Q12-What two things must one do to activate an access list?
To activate an access list, you must perform the following steps:
- Create the access list.
- Apply or reference the access list.
Q13-What things should one should consider when configuring access lists?
Things one should consider when configuring access lists are
The ACL type (standard or extended) determines the criteria used for filtering.
Only one ACL per interface, per protocol, per direction is allowed.
Access-list ordering is important during configuration. Poor ordering can create undesired results; therefore, always ensure that specific references to a subnet or network appear before those that are generalized. Also, when possible, place more often matched statements toward the top of an ACL and less frequent ones to the bottom of the list, to help with router CPU processing.
Every ACL needs at least one permit statement because of the implicit “deny any any” at the end of each ACL.
When placing an ACL, place extended ACLs close to the source.
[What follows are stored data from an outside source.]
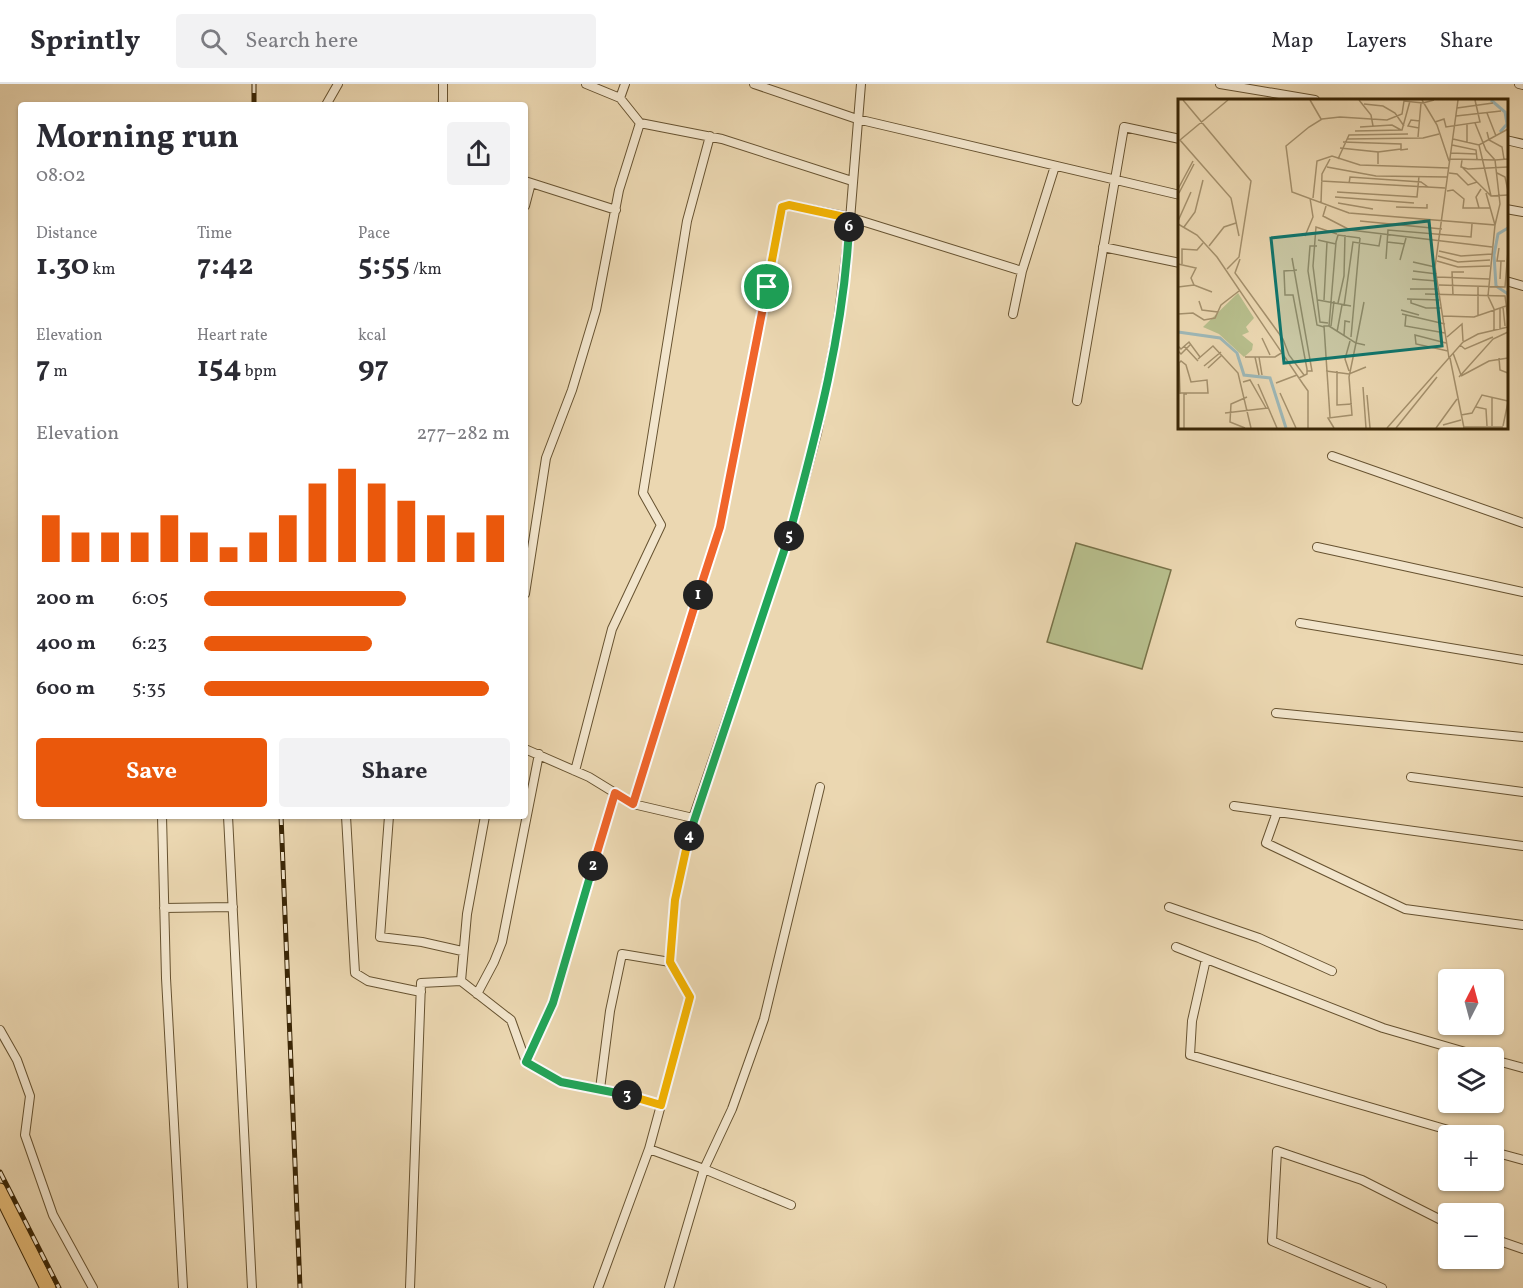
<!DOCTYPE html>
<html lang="en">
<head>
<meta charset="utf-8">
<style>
	body { margin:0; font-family:Vollkorn,serif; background:#f2f2f3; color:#2b2b33; height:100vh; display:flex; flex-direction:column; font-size:22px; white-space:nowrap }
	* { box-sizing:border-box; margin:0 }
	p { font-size:20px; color:#7c7c81 }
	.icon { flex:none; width:33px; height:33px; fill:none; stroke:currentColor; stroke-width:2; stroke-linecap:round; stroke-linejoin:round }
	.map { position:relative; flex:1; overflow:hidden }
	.sheet { position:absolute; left:18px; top:18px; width:510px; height:717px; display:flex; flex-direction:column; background:#fff; border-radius:6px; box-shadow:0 2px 4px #0004 }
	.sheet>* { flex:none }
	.needle { width:39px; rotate:6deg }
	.controls { position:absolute; left:1438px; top:885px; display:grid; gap:12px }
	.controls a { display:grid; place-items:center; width:66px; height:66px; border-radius:6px; background:#fff; box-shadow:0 2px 4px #0004; font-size:30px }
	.pin { position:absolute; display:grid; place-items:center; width:51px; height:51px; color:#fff; margin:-26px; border:3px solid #fff; border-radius:50%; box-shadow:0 2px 6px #0007 }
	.km { position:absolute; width:30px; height:30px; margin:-15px; border-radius:50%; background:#222; color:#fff; font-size:16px; line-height:30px; text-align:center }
	.round { display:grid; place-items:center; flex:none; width:63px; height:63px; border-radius:6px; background:#f2f2f3 }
	.head { display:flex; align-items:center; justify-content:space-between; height:102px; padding:0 18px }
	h1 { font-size:33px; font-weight:700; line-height:45px }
	.figures { display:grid; grid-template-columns:repeat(3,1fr); gap:9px; height:102px; padding:6px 18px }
	.figures div { display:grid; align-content:center }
	.figures b { font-size:30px; font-weight:700 }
	.figures small { font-size:16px; font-weight:400 }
	.figures p { font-size:16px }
	.chart { height:168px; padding:12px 18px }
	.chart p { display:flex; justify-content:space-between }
	.chart svg { width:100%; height:108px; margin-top:6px; stroke:#ea580c; stroke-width:6 }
	.primary-button { display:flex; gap:12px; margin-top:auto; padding:12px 18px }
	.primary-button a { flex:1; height:69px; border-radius:6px; background:#ea580c; color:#fff; font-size:24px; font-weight:700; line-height:69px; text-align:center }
	.primary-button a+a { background:#f2f2f3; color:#2b2b33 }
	ul { padding:0 18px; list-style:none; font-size:20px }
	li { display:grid; grid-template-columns:96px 72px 1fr; align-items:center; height:45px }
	li i { height:15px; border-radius:8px; background:#ea580c }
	header { display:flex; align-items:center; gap:36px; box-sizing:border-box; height:84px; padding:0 30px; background:#fff; border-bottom:2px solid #e1e1e2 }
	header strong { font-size:28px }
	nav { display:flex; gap:33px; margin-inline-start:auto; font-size:21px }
	.search { width:420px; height:54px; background:#f2f2f3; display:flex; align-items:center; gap:15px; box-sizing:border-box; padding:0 21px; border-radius:6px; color:#7c7c81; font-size:22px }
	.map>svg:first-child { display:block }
	.green { fill:#b7be8c; stroke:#787248; stroke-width:1.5 }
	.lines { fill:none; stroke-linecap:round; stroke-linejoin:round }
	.street-casing { stroke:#665230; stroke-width:10 }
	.highway-casing { stroke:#392505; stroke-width:17 }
	.street { stroke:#f2e5cc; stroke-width:8 }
	.highway { stroke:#e6bc78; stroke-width:15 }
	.rail-casing { stroke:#392505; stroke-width:5 }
	.rail { stroke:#f2e5cc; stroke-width:3; stroke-dasharray:9; stroke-linecap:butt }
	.split-1-casing { stroke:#fff; stroke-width:12 }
	.split-2-casing { stroke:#fff; stroke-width:12 }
	.split-3-casing { stroke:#fff; stroke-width:12 }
	.split-4-casing { stroke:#fff; stroke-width:12 }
	.split-5-casing { stroke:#fff; stroke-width:12 }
	.split-6-casing { stroke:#fff; stroke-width:12 }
	.split-7-casing { stroke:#fff; stroke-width:12 }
	.split-1 { stroke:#f0652b; stroke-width:8 }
	.split-2 { stroke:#f0652b; stroke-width:8 }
	.split-3 { stroke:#22a559; stroke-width:8 }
	.split-4 { stroke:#f5b400; stroke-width:8 }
	.split-5 { stroke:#22a559; stroke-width:8 }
	.split-6 { stroke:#22a559; stroke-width:8 }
	.split-7 { stroke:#f5b400; stroke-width:8 }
	.inset-river { fill:none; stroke:#9db7b7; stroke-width:3 }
	.inset-road { fill:none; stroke:#a4906c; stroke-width:1.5 }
	.view { fill:#0f766e; fill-opacity:0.15; stroke:#0f766e; stroke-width:3 }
	.inset-edge { fill:none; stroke:#392505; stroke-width:3 }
</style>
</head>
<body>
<header>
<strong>Sprintly</strong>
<div class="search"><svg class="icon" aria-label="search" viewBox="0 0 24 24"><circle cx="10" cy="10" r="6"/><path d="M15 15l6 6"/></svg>Search here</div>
<nav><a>Map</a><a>Layers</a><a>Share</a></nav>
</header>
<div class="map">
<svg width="1523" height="1204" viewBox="0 0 1523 1204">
	<rect width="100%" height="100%" fill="#ebd7b1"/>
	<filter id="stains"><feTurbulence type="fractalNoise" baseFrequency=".00333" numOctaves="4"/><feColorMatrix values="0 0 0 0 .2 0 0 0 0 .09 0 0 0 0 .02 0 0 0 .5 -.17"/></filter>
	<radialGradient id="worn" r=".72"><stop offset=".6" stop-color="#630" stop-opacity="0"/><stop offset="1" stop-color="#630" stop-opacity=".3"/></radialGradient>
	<path class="green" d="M 1076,459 L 1171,486 L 1142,585 L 1047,558 Z"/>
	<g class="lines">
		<g class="street-casing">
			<path id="street" d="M 586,0 L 620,14 L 640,39
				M 754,0 L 857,35 L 1180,111
				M 1220,0 L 1315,16
				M 1519,0 L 1523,1
				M 620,14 L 625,0
				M 326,21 L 338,0
				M 443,21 L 443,0
				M 1506,56 L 1523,60
				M 525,97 L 616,126
				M 525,122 L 531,99
				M 1506,125 L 1523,128
				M 1103,163 L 1180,179
				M 1506,197 L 1523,202
				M 1013,230 L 1022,187
				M 1077,317 L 1124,43 L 1180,55
				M 1332,372 L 1523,439
				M 1317,463 L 1523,508
				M 525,510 L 546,374 L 572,306 L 596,226 L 619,106 L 640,39 L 722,55 L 852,97
				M 1300,539 L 1523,576
				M 1276,629 L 1523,653
				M 525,665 L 589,693 L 633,720 L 693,734
				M 575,687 L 612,545 L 661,441 L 643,409 L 687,137 L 710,52
				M 1411,693 L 1523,708
				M 633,720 L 720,443 L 782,123 L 789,121 L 849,133 L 1022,187 L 1055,82
				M 1234,722 L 1523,762
				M 1277,728 L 1266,759 L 1405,825 L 1523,841
				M 162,732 L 166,894 L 183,1204
				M 228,732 L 252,1204
				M 346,732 L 355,889 L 368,897 L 421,908
				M 389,732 L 380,853 L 422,858 L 462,867
				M 1169,823 L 1259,854 L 1332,887
				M 164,824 L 233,823
				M 1176,863 L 1383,944 L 1486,974
				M 1206,875 L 1192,937 L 1190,971 L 1469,1052
				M 461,897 L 467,830 L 485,732
				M 477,910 L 494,878 L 502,858 L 539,670
				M 0,946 L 17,976 L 30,1012 L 25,1051 L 53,1131 L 93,1204
				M 1494,976 L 1523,984
				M 526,978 L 553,919 L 615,709
				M 600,1005 L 610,927 L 622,870 L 670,878
				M 661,1021 L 690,913 L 670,878 L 675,816 L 693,734 L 789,454 L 817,349 L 837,246 L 849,148 L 861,0
				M 1494,1068 L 1523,1076
				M 791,1121 L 704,1085 L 732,1025 L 764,935 L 820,703
				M 1494,1155 L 1523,1165
				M 410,1204 L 421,899 L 461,897 L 511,936 L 526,978 L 561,998 L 621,1009 L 661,1021 L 649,1065 L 704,1085 L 669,1204
				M 598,1204 L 649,1065
				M 1382,1204 L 1272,1157 L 1277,1067 L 1362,1096 L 1449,1140"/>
		</g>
		<g class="highway-casing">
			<path id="highway" d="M 0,1107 L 48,1204"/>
		</g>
		<use href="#street" class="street"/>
		<use href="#highway" class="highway"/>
		<g class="rail-casing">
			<path id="rail" d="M 254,0 L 254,21
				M 281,732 L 300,1204
				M 0,1088 L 59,1204"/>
		</g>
		<use href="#rail" class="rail"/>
	</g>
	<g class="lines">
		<g class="split-1-casing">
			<path id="split-1" d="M 698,511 L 720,443 L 767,203"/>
		</g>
		<g class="split-2-casing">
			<path id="split-2" d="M 593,782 L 615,709 L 633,720 L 698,511"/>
		</g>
		<g class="split-3-casing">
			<path id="split-3" d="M 593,782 L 553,919 L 526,978 L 561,998 L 627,1011"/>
		</g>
		<g class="split-4-casing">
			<path id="split-4" d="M 627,1011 L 661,1021 L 690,913 L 670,878 L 675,816 L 689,752"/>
		</g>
		<g class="split-5-casing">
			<path id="split-5" d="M 689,752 L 789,452"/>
		</g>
		<g class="split-6-casing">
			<path id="split-6" d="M 789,452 C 816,351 844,248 849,143"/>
		</g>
		<g class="split-7-casing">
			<path id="split-7" d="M 767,203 L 782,123 L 789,121 L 849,134 L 849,143"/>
		</g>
		<use href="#split-1" class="split-1"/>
		<use href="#split-2" class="split-2"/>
		<use href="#split-3" class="split-3"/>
		<use href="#split-4" class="split-4"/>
		<use href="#split-5" class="split-5"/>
		<use href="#split-6" class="split-6"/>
		<use href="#split-7" class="split-7"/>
	</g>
	<g transform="translate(1178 15)">
		<rect width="330" height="330" fill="#ebd7b1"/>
		<path d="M 60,194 L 76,219 L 68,228 L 71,233 L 64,236 L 75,245 L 74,251 L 66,258 L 41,235 L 25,228 Z" fill="#b7be8c"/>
		<path class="inset-river" d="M 313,1 L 327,13 L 329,25 L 322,33M 330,129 L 320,135 L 316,156 L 318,187 L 330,195M 0,233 L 42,239 L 59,254 L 66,276 L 92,279 L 108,329"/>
		<path class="inset-road" d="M 5,1 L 73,82 L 61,158 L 49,170M 50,1 L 2,41 L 53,99 L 61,137M 132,1 L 143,20M 181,1 L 193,16 L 195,27M 244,1 L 259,26 L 271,62M 256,1 L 245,4 L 226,2 L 224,15 L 209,21 L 162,18 L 144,20 L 131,28 L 108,47 L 114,93 L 171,114 L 317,126 L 310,197 L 316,210 L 316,231M 186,5 L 205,7 L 217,14 L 226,27M 279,9 L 315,4M 309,14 L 318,37M 278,17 L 323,12M 257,23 L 266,20 L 268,28 L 302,23 L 297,1M 297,24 L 308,51 L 317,61 L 330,60M 289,25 L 289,44M 182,28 L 214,26 L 223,31M 241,29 L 230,27 L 233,21 L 242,22M 177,32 L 224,31 L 232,2M 309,33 L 311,41 L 324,48 L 326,60M 240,38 L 243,4M 169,40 L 245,39 L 261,35M 275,40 L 301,46 L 330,30M 165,43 L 223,45 L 223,51 L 230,50M 274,46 L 298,51 L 299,60M 301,46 L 313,97M 162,49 L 200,53 L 200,65M 200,53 L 223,50M 273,54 L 299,55M 160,60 L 171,36 L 230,35M 272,60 L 317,61 L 322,105 L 317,126M 284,61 L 283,68 L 290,70 L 330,68M 283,67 L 299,83M 149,68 L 198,77 L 269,78M 271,74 L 279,75 L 290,86 L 299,83 L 313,97 L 330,96M 319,74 L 327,78 L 330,92M 143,82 L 267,89M 171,85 L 172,78 L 243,83 L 250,88M 0,90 L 15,62M 269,92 L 275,91 L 286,100 L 285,109 L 312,109M 159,93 L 239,98 L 241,77M 1,94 L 16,65M 308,94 L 317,126M 157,98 L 236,104M 135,99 L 139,62 L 154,57 L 182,66 L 271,69M 143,104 L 144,75 L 152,60M 160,104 L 195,110M 148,107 L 145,117 L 172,131 L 314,148M 218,108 L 249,109 L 249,105M 301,109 L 298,98 L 303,90M 0,122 L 13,93M 182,122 L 264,130M 0,125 L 19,136 L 39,158 L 125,285 L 130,292 L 130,329M 6,128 L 17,113 L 25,81M 127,137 L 135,118 L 132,99M 140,141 L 158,145M 209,143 L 227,145M 31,147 L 46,128 L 58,124M 139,147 L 132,147 L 130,172 L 139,226 L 146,228M 321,149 L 319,162 L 327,162M 261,152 L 283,157 L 314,155M 260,157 L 280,163 L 312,161M 114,159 L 134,272 L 129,272M 62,160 L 57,174 L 105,240 L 111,256 L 126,276M 208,160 L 210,131 L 293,138 L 294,125M 222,161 L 228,139M 259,162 L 280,168 L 312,167M 235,163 L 257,168M 0,165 L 18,169 L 13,179 L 16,186M 4,165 L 4,150 L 19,151 L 25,144M 119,171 L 106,172 L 107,196 L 115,196 L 129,270 L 129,275 L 121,279M 235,172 L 259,175M 259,178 L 311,180M 234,180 L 259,182M 322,180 L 323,162M 261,186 L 327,188 L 330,152M 0,188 L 16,186 L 34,193M 300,188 L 300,216M 232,190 L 260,190M 247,195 L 327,197 L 330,220M 275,196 L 274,173 L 286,173M 229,200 L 262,201M 233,200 L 233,204 L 248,209 L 263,209M 140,201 L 173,207M 146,201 L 149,143M 21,202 L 24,211 L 40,213M 186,203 L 178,244 L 187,246M 160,204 L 166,177 L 167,136M 166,207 L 175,143 L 201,147 L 203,136M 325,208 L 327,227M 322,209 L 322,230M 223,211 L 241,216M 0,215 L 15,214 L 26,221 L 37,219 L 43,206 L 61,192M 224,215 L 267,225M 228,216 L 227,227 L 267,234M 265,217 L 296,218 L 328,207M 150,224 L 142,223 L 135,167 L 138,128 L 159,135M 151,227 L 178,244 L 171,278 L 174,316 L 150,319 L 156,329M 153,227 L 156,202M 159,233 L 164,206M 166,236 L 167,222 L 172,223M 173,238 L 182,139M 269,238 L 284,225 L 285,242M 84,239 L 92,256M 268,244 L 237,236 L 238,245 L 270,252M 282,246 L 287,250 L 315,238M 0,247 L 3,250 L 11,243 L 22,258M 6,247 L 20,262M 0,252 L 3,255 L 13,245M 275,254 L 283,276M 67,258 L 97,258 L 105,253M 77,258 L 81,276M 81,258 L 84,276M 271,259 L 257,168 L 280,1M 272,259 L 286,329M 321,259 L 322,271 L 330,274M 20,260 L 35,247 L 60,274 L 73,329M 26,267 L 43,253M 30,269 L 44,256M 148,272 L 171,275 L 188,268M 159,272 L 159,306 L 174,305M 171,272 L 167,260 L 172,242M 283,277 L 311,262 L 330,259M 281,278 L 315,240 L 330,233M 65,283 L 72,281 L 88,309M 98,284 L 119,276M 80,285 L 99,329M 185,288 L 188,329M 102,294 L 118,329M 2,295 L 1,264 L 3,262 L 8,266 L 13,283 L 29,281 L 30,294 L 2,294M 189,296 L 192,329M 314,298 L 314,327M 298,308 L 308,310 L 309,327M 47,314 L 90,309M 283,316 L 294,314 L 304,296 L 330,302M 152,318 L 146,227 L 151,227 L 158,143 L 160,136 L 182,139M 265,326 L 283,321M 325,327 L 330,303M 285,328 L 325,328M 6,329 L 6,295 L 9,295M 67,329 L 52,323 L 53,305 L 69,298M 209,329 L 285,243 L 300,235 L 330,228M 218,329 L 259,278M 258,329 L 279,300"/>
		<path class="view" d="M 251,122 L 264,247 L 106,264 L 93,139 Z"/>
		<rect width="330" height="330" class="inset-edge"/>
	</g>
	<rect width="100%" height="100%" filter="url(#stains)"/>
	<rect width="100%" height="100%" fill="url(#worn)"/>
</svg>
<div class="controls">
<a><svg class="needle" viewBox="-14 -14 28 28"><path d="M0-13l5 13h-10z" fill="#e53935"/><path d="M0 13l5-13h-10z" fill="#7c7c81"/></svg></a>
<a><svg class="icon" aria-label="layers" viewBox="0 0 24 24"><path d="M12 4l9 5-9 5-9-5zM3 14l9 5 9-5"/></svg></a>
<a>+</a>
<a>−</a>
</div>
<div class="pin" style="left:767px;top:203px;background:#1e9e55"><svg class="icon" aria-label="arrive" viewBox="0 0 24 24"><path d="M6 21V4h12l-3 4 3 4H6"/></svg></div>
<b class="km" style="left:698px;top:511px">1</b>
<b class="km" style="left:593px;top:782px">2</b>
<b class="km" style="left:627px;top:1011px">3</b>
<b class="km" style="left:689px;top:752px">4</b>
<b class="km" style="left:789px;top:452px">5</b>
<b class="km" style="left:849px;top:143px">6</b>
<section class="sheet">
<div class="head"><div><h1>Morning run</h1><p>08:02</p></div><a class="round"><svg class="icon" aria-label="share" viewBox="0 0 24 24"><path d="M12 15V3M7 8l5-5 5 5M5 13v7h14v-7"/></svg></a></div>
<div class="figures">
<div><p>Distance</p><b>1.30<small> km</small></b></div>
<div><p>Time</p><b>7:42</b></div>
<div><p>Pace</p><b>5:55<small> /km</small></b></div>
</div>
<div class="figures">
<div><p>Elevation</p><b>7<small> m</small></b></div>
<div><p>Heart rate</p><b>154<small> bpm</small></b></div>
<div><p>kcal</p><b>97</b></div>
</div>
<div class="chart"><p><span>Elevation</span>277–282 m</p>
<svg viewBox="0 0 160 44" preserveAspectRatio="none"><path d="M5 44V25M15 44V32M25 44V32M35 44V32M45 44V25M55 44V32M65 44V38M75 44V32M85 44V25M95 44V12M105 44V6M115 44V12M125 44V19M135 44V25M145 44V32M155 44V25"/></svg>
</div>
<ul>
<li><b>200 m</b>6:05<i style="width:66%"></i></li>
<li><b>400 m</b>6:23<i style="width:55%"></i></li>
<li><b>600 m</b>5:35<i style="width:93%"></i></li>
</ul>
<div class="primary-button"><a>Save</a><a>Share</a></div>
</section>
</div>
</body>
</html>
Standard ACLs should be placed close to the destination.
An ACL can filter traffic going through a router when the ACL is applied to an interface or traffic to and from the router when the ACL is applied to a VTY line.
By default, all new statements added to an access list are appended to the bottom, before the implicit deny, of the ACL.
When applying an ACL to an interface, consider applying the ACL in the inbound direction to save processing through the routing table.
Q14-What is the IOS command syntax that creates a standard IP access list?
The command syntax that creates a standard IP access list is as follows:
access-list access-list-number {permit | deny} source-address
[wildcard-mask]
For example:
RouterA(config)# access-list 10 deny 192.168.0.0 0.0.0.255
Q15-When implementing access lists, what are wildcard masks?
Wildcard masks define which of the 32 bits in the IP address must be matched.
Wildcards are used with access lists to specify a host, network, or part of a network. In wildcard masks, when binary 0s are present, the corresponding bits in the IP address must match. Wildcard mask bits with a binary value of 1 do not require matching bits within the IP address. For example, if you have an IP address of 172.16.0.0 with a wildcard mask of 0.0.255.255, the first two octets of the IP address must match 172.16, but the last two octets can be in the range of 0 to 255.